──────── Data provided ────────
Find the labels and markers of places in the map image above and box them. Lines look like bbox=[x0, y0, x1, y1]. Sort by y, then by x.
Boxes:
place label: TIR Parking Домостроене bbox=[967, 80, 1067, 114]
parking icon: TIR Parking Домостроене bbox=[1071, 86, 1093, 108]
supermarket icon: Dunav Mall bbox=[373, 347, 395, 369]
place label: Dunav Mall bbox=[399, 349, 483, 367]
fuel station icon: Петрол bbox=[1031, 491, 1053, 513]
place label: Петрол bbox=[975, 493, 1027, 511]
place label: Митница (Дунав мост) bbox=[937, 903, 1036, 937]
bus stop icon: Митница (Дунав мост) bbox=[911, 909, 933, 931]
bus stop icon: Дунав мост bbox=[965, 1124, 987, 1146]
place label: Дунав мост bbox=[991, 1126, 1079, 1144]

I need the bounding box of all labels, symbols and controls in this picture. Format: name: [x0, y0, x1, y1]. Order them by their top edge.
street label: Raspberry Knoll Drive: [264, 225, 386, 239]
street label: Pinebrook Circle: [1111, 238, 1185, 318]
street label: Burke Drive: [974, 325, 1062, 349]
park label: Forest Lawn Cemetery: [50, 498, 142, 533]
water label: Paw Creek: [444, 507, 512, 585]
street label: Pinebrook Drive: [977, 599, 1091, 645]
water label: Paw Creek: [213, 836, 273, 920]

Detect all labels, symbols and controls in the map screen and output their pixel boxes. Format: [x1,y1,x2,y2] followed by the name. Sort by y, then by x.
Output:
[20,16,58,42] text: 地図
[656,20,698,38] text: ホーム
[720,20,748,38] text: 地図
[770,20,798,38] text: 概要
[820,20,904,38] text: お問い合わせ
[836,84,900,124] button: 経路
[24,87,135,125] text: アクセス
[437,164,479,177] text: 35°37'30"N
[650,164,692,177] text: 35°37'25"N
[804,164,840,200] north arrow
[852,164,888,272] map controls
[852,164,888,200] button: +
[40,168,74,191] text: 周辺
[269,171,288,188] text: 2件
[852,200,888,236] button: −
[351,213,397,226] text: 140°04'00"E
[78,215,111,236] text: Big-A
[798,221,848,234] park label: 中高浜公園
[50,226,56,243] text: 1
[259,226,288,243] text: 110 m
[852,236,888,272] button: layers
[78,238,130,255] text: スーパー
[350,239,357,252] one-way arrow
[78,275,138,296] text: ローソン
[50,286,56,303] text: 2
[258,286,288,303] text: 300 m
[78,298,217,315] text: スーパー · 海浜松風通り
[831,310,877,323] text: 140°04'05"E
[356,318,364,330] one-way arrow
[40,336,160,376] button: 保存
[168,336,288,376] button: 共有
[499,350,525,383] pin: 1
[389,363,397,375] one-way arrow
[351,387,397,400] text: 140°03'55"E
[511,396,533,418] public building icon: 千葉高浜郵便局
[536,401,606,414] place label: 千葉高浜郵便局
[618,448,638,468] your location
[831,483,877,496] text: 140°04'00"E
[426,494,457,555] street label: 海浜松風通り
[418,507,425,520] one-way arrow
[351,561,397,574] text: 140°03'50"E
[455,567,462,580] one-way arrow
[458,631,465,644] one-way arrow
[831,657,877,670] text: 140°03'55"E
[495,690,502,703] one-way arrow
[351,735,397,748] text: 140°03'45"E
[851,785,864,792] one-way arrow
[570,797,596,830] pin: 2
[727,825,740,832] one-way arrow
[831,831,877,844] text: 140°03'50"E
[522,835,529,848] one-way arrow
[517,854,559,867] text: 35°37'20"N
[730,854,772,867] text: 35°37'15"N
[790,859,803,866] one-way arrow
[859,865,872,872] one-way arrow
────────
Activity: Line by line, the data should be returned exactly as written.

Written answer:
Find the labels and markers of places in the map image above and box them. Lines look like bbox=[x0, y0, x1, y1]. Sort by y, then by x.
Boxes:
place label: TIR Parking Домостроене bbox=[967, 80, 1067, 114]
parking icon: TIR Parking Домостроене bbox=[1071, 86, 1093, 108]
supermarket icon: Dunav Mall bbox=[373, 347, 395, 369]
place label: Dunav Mall bbox=[399, 349, 483, 367]
fuel station icon: Петрол bbox=[1031, 491, 1053, 513]
place label: Петрол bbox=[975, 493, 1027, 511]
place label: Митница (Дунав мост) bbox=[937, 903, 1036, 937]
bus stop icon: Митница (Дунав мост) bbox=[911, 909, 933, 931]
bus stop icon: Дунав мост bbox=[965, 1124, 987, 1146]
place label: Дунав мост bbox=[991, 1126, 1079, 1144]

I need the bounding box of all labels, symbols and controls in this picture. Format: name: [x0, y0, x1, y1]. Order them by their top edge.
street label: Raspberry Knoll Drive: [264, 225, 386, 239]
street label: Pinebrook Circle: [1111, 238, 1185, 318]
street label: Burke Drive: [974, 325, 1062, 349]
park label: Forest Lawn Cemetery: [50, 498, 142, 533]
water label: Paw Creek: [444, 507, 512, 585]
street label: Pinebrook Drive: [977, 599, 1091, 645]
water label: Paw Creek: [213, 836, 273, 920]

Detect all labels, symbols and controls in the map screen and output their pixel boxes. Format: [x1,y1,x2,y2] followed by the name. Sort by y, then by x.
Output:
[20,16,58,42] text: 地図
[656,20,698,38] text: ホーム
[720,20,748,38] text: 地図
[770,20,798,38] text: 概要
[820,20,904,38] text: お問い合わせ
[836,84,900,124] button: 経路
[24,87,135,125] text: アクセス
[437,164,479,177] text: 35°37'30"N
[650,164,692,177] text: 35°37'25"N
[804,164,840,200] north arrow
[852,164,888,272] map controls
[852,164,888,200] button: +
[40,168,74,191] text: 周辺
[269,171,288,188] text: 2件
[852,200,888,236] button: −
[351,213,397,226] text: 140°04'00"E
[78,215,111,236] text: Big-A
[798,221,848,234] park label: 中高浜公園
[50,226,56,243] text: 1
[259,226,288,243] text: 110 m
[852,236,888,272] button: layers
[78,238,130,255] text: スーパー
[350,239,357,252] one-way arrow
[78,275,138,296] text: ローソン
[50,286,56,303] text: 2
[258,286,288,303] text: 300 m
[78,298,217,315] text: スーパー · 海浜松風通り
[831,310,877,323] text: 140°04'05"E
[356,318,364,330] one-way arrow
[40,336,160,376] button: 保存
[168,336,288,376] button: 共有
[499,350,525,383] pin: 1
[389,363,397,375] one-way arrow
[351,387,397,400] text: 140°03'55"E
[511,396,533,418] public building icon: 千葉高浜郵便局
[536,401,606,414] place label: 千葉高浜郵便局
[618,448,638,468] your location
[831,483,877,496] text: 140°04'00"E
[426,494,457,555] street label: 海浜松風通り
[418,507,425,520] one-way arrow
[351,561,397,574] text: 140°03'50"E
[455,567,462,580] one-way arrow
[458,631,465,644] one-way arrow
[831,657,877,670] text: 140°03'55"E
[495,690,502,703] one-way arrow
[351,735,397,748] text: 140°03'45"E
[851,785,864,792] one-way arrow
[570,797,596,830] pin: 2
[727,825,740,832] one-way arrow
[831,831,877,844] text: 140°03'50"E
[522,835,529,848] one-way arrow
[517,854,559,867] text: 35°37'20"N
[730,854,772,867] text: 35°37'15"N
[790,859,803,866] one-way arrow
[859,865,872,872] one-way arrow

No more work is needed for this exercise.